_TASK DIRECTIONS:_
Wherever the word "inset" shows up in the data, report the line it sits in.
RAW DATA Start Marker
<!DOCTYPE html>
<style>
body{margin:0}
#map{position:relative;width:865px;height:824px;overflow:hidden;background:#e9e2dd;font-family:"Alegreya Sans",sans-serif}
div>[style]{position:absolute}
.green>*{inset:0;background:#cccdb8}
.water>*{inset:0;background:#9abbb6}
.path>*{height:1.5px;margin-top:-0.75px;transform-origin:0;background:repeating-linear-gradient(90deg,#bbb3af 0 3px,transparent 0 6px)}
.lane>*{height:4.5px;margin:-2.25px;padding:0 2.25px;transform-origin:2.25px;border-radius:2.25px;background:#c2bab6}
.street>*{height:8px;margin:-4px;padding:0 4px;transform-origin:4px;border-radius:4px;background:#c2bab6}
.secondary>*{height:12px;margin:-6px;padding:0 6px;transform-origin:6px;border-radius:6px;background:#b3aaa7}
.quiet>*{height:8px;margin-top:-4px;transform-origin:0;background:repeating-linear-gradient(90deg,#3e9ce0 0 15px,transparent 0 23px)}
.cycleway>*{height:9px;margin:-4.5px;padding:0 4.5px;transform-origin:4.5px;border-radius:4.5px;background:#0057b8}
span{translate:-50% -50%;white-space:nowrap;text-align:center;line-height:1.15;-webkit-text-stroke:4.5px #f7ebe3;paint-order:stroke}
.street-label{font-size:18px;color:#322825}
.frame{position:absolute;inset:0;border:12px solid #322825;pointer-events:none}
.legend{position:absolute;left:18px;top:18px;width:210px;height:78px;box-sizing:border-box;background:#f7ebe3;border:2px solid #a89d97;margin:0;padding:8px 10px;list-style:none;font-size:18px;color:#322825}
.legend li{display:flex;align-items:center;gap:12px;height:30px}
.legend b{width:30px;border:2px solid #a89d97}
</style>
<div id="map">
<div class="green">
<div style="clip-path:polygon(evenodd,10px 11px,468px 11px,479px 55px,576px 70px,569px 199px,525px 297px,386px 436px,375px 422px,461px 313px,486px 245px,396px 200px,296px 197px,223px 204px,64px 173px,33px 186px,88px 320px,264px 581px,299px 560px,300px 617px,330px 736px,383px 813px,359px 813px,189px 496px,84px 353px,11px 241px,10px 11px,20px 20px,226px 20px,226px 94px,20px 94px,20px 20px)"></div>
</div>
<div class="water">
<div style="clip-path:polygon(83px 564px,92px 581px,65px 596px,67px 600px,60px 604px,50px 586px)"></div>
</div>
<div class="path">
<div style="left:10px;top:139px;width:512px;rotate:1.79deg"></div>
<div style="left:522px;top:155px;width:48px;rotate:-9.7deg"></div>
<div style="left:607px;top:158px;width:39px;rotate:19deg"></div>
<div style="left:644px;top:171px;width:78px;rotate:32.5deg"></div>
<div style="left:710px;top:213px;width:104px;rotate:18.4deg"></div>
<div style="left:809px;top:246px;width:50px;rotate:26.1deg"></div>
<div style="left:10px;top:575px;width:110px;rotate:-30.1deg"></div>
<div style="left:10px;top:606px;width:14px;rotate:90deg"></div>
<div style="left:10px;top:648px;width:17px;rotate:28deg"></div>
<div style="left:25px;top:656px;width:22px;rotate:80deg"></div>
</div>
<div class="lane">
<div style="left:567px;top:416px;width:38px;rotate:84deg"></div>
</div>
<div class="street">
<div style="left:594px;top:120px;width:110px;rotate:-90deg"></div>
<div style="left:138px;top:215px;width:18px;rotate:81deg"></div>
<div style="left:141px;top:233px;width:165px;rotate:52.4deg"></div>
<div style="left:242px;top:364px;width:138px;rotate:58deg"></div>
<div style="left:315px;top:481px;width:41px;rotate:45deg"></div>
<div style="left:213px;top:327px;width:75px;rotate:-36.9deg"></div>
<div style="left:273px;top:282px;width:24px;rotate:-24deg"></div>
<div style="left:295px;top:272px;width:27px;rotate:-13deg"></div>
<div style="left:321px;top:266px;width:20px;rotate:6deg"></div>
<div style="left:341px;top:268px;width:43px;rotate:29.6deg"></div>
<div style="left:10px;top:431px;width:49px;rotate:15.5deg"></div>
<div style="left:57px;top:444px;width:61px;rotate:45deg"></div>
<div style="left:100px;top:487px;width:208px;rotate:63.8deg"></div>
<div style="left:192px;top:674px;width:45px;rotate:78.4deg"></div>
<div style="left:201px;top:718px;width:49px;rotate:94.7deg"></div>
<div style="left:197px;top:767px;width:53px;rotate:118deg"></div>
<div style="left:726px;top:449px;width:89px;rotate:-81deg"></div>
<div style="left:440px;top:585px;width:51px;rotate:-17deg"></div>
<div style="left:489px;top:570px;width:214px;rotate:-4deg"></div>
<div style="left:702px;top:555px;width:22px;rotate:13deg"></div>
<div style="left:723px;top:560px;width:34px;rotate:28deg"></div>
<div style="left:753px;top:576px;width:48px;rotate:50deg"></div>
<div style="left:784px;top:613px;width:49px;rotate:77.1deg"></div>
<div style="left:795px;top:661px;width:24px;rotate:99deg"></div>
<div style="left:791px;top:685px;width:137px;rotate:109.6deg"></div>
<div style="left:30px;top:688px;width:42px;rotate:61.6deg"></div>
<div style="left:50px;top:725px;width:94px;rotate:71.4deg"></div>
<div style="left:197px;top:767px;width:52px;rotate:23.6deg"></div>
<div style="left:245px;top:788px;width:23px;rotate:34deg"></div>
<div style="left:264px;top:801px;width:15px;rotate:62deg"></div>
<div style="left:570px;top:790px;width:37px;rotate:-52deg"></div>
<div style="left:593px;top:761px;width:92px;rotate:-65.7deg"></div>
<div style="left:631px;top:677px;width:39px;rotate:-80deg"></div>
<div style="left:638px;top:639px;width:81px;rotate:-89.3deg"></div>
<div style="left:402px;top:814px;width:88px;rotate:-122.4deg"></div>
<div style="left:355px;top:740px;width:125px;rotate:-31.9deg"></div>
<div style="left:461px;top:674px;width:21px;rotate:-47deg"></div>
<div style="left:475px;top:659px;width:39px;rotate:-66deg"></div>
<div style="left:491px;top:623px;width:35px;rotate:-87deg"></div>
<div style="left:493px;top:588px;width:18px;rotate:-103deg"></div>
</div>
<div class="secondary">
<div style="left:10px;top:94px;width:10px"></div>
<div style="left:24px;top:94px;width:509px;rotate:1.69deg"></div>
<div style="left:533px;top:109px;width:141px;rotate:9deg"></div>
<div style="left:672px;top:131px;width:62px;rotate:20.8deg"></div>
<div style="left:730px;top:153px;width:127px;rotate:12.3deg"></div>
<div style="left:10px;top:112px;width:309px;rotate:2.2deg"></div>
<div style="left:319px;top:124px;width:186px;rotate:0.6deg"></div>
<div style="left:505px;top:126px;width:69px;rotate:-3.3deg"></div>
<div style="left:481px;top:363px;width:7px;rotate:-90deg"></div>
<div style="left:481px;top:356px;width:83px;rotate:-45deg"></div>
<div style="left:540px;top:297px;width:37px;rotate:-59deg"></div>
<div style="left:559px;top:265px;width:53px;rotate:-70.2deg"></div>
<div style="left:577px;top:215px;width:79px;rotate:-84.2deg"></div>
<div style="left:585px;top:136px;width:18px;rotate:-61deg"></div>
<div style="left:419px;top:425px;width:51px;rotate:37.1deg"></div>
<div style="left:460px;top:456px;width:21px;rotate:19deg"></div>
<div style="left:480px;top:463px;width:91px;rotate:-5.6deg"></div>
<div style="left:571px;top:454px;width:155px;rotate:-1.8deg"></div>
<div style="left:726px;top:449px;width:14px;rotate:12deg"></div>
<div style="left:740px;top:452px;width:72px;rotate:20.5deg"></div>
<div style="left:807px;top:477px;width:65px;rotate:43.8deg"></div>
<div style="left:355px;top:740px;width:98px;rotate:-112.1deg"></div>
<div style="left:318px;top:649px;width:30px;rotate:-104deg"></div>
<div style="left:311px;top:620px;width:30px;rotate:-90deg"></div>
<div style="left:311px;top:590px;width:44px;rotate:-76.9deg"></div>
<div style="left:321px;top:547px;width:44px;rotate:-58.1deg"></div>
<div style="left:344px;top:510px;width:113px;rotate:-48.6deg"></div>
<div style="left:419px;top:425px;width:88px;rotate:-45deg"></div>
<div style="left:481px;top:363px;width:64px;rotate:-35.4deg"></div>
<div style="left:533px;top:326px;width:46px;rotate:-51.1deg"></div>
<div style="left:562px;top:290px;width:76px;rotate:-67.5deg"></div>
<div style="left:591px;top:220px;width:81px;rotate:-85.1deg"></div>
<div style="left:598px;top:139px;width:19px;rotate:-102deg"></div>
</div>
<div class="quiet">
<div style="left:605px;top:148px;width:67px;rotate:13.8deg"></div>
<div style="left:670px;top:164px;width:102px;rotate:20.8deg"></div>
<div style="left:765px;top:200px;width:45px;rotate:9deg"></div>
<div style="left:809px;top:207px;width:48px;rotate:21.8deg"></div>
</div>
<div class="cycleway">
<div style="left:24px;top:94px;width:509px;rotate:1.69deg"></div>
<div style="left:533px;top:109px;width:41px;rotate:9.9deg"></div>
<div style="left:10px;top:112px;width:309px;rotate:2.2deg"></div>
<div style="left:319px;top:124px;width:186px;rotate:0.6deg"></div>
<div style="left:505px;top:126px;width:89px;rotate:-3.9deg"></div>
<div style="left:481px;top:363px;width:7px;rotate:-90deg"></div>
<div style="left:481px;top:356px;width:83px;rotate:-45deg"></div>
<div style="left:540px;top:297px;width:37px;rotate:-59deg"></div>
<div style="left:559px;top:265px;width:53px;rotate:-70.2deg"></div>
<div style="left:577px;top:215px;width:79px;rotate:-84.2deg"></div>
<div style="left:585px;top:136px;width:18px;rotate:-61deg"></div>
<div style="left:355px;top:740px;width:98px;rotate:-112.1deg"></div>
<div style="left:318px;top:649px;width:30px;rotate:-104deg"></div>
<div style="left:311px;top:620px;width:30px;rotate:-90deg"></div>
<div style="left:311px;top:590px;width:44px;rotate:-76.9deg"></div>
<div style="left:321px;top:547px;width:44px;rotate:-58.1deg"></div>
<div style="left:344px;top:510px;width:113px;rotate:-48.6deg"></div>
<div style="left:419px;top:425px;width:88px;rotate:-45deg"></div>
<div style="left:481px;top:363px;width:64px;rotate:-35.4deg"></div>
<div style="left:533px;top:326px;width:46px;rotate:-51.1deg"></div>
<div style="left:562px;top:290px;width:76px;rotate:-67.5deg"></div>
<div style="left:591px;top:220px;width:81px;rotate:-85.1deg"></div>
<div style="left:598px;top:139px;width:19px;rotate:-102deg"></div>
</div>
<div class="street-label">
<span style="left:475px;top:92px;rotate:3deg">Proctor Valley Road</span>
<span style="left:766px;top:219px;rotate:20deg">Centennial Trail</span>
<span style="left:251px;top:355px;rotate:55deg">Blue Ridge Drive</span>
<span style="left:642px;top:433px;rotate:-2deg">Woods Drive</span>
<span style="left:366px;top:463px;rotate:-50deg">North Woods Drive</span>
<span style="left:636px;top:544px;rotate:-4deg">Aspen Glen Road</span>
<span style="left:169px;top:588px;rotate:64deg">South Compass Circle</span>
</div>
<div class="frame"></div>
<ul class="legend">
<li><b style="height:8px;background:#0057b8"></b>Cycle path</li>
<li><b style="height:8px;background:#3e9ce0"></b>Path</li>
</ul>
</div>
RAW DATA End Marker
_ANSWER BOX:_
.green>*{inset:0;background:#cccdb8}
.water>*{inset:0;background:#9abbb6}
.frame{position:absolute;inset:0;border:12px solid #322825;pointer-events:none}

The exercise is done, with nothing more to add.